The Arizona Department of Revenue permits scholarships funded under Section 1089 not to be “made available to both religious and secular beneficiaries on a nondiscriminatory basis.” Therefore, Zelman requires a closer look at whether the program, as applied, creates “financial incentives that skew the program toward religious schools.” Id. at 653, 122 S.Ct. 2460 (alterations and internal quotation marks omitted). This is why it is relevant that, by allowing tax credits for contributions to discriminatory STOs, the Arizona Department of Revenue has created an overwhelming disparity in the number of scholarships exclusively available for use at religious schools compared to the number available for use at secular schools. See Winn, 562 F.3d at 1016-18.
Consistent with Section 1089’s parental choice provision, see Ariz.Rev.Stat. Ann. § 43-1089 (2005), the Arizona Department of Revenue could apply the program to require that STOs make state-funded scholarships “available to both religious and secular beneficiaries on a nondiscriminatory basis.” Zelman, 536 U.S. at 653-54, 122 S.Ct. 2460 (internal quotation marks omitted). If Section 1089 were applied in this neutral manner, data concerning the number of scholarships applied toward religious schools versus secular schools would indeed be irrelevant to the Establishment Clause inquiry as long as the State of Arizona otherwise provided students “a range of [secular] educational choices.” Id. at 655, 122 S.Ct. 2460.
As Section 1089 is currently applied, however, the program allows state-funded scholarships to be restricted to use at religious schools. It is therefore necessary to consider whether, in reality, the program creates incentives for parents to send their children to religious schools in order to gain access to benefits. This conclusion is required by — and, at the very least, consistent with — Zelman.6
2.
The dissent contends that the Arizona program is valid because the State of Arizona has other programs in place that pro*654vide secular educational options for those unable to obtain a program scholarship. See Zelman, 586 U.S. at 655-56, 122 S.Ct. 2460 (“The Establishment Clause question is whether Ohio is coercing parents into sending their children to religious schools, and that question must be answered by-evaluating all options Ohio provides Cleveland schoolchildren, only one of which is to obtain a program scholarship and then choose a religious school.” (emphases added)).
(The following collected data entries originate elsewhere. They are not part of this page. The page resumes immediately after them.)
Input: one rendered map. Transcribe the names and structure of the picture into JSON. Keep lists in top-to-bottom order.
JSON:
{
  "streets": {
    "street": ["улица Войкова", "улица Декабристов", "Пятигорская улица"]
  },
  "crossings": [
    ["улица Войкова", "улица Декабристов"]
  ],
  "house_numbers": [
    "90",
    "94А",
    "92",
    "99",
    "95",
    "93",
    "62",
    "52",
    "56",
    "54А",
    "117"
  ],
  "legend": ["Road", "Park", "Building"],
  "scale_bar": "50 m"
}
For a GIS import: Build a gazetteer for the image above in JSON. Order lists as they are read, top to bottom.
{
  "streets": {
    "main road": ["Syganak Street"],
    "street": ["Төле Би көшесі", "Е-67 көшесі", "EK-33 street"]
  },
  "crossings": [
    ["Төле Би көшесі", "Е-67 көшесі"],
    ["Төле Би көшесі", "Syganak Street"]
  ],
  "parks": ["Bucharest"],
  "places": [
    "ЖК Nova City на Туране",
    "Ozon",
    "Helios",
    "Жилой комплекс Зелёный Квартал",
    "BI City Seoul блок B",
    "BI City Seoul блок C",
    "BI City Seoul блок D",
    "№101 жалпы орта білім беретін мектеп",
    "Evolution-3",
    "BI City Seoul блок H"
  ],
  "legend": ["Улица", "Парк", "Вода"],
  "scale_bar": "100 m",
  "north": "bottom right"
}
The dissent fails to recognize Zelman’s holding that a program of “true private choice” is one in which “[p]rogram benefits are available to participating families on neutral terms, with no reference to religion.” Id. at 653, 122 S.Ct. 2460. A short hypothetical will show why the dissent’s reading of Zelman is untenable. Consider a program, instituted by a state that provides an array of secular educational options, that offers tax deductions exclusively to parents sending their children to private schools. Each eligible parent receives a tax deduction unrelated to the amount spent on tuition, thus ensuring a windfall to parents who send their children to religious schools, which typically charge lower rates than secular private schools. Assume this hypothetical program has a valid secular purpose. For most potential recipients, however, benefits under the program are, as a practical matter, available only if the recipient chooses to send her child to a relatively low-cost religious school. Thus, the unmistakable effect of the program is to create special incentives to send one’s child to a sectarian school.
Under the dissent’s reading of Zelman, this hypothetical program would easily withstand an Establishment Clause challenge. Anyone can participate in the program. Anyone who participates receives identical tax benefits. Anyone can apply the tax benefits toward a private school of his or her choice. See Dissent 660. Moreover, for those who choose not to participate in the program, the state provides an array of public schooling options. See id. at 666-67.
This program is not a hypothetical; it is the New York tax deduction scheme invalidated in Committee for Public Education & Religious Liberty v. Nyquist, 413 U.S. 756, 93 S.Ct. 2993, 37 L.Ed.2d 948 (1973)— a case that Zelman distinguished but declined to overturn.7 See Nyquist, 413 U.S. at 788, 93 S.Ct. 2955 (“In its attempt to enhance the opportunities of the poor to choose between public and nonpublic education, the State has taken a step which can only be regarded as one ‘advancing’ religion.”); Zelman, 536 U.S. at 661, 122 S.Ct. 2460 (observing that the “ ‘function’ ” of the New York program “was ‘unmistakably to provide desired financial support for nonpublic, sectarian institutions’ ” (quoting Nyquist, 413 U.S. at 783, 93 S.Ct. 2955 (emphasis added))). Zelman explained that Nyquist had “expressly reserved judgment with respect to ‘a case *655involving some form of public assistance (e.g., scholarships) made available generally without regard to the sectarian-nonsectarian, or public-nonpublic nature of the institution benefited.’ ” Id. (quoting Nyquist, 413 U.S. at 782-83, 93 S.Ct. 2955). The Ohio voucher program fit this description. The Arizona Department of Revenue’s application of Section 1089 does not.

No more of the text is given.